[Saved entries]
········
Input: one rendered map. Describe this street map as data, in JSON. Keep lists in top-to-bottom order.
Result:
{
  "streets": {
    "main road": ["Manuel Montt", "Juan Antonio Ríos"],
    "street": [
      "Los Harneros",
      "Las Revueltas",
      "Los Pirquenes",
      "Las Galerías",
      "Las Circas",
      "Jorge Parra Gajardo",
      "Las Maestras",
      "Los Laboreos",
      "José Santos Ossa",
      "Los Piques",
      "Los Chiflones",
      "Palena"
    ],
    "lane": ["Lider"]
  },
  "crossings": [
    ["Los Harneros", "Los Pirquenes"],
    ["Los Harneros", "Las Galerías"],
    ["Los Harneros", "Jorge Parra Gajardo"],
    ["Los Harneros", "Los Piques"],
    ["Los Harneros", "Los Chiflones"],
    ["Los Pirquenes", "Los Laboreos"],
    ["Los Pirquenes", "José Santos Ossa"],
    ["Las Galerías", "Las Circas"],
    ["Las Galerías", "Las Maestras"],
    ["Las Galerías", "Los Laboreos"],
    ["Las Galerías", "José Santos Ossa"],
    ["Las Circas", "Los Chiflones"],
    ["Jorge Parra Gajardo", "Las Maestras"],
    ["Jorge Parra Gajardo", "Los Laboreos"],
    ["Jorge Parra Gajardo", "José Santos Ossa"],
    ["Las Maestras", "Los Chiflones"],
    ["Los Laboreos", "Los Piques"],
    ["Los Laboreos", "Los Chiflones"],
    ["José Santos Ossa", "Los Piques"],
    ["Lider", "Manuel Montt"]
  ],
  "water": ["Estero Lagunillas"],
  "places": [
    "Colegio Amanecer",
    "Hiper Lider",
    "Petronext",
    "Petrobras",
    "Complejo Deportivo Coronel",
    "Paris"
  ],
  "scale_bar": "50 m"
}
········
(WHAT YOU HAVE TO DO): Output all of the records, keeping every word exact.

(ANSWER BOX):
Input: one rendered map. Describe this street map as data, in JSON. Keep lists in top-to-bottom order.
Result:
{
  "streets": {
    "main road": ["Manuel Montt", "Juan Antonio Ríos"],
    "street": [
      "Los Harneros",
      "Las Revueltas",
      "Los Pirquenes",
      "Las Galerías",
      "Las Circas",
      "Jorge Parra Gajardo",
      "Las Maestras",
      "Los Laboreos",
      "José Santos Ossa",
      "Los Piques",
      "Los Chiflones",
      "Palena"
    ],
    "lane": ["Lider"]
  },
  "crossings": [
    ["Los Harneros", "Los Pirquenes"],
    ["Los Harneros", "Las Galerías"],
    ["Los Harneros", "Jorge Parra Gajardo"],
    ["Los Harneros", "Los Piques"],
    ["Los Harneros", "Los Chiflones"],
    ["Los Pirquenes", "Los Laboreos"],
    ["Los Pirquenes", "José Santos Ossa"],
    ["Las Galerías", "Las Circas"],
    ["Las Galerías", "Las Maestras"],
    ["Las Galerías", "Los Laboreos"],
    ["Las Galerías", "José Santos Ossa"],
    ["Las Circas", "Los Chiflones"],
    ["Jorge Parra Gajardo", "Las Maestras"],
    ["Jorge Parra Gajardo", "Los Laboreos"],
    ["Jorge Parra Gajardo", "José Santos Ossa"],
    ["Las Maestras", "Los Chiflones"],
    ["Los Laboreos", "Los Piques"],
    ["Los Laboreos", "Los Chiflones"],
    ["José Santos Ossa", "Los Piques"],
    ["Lider", "Manuel Montt"]
  ],
  "water": ["Estero Lagunillas"],
  "places": [
    "Colegio Amanecer",
    "Hiper Lider",
    "Petronext",
    "Petrobras",
    "Complejo Deportivo Coronel",
    "Paris"
  ],
  "scale_bar": "50 m"
}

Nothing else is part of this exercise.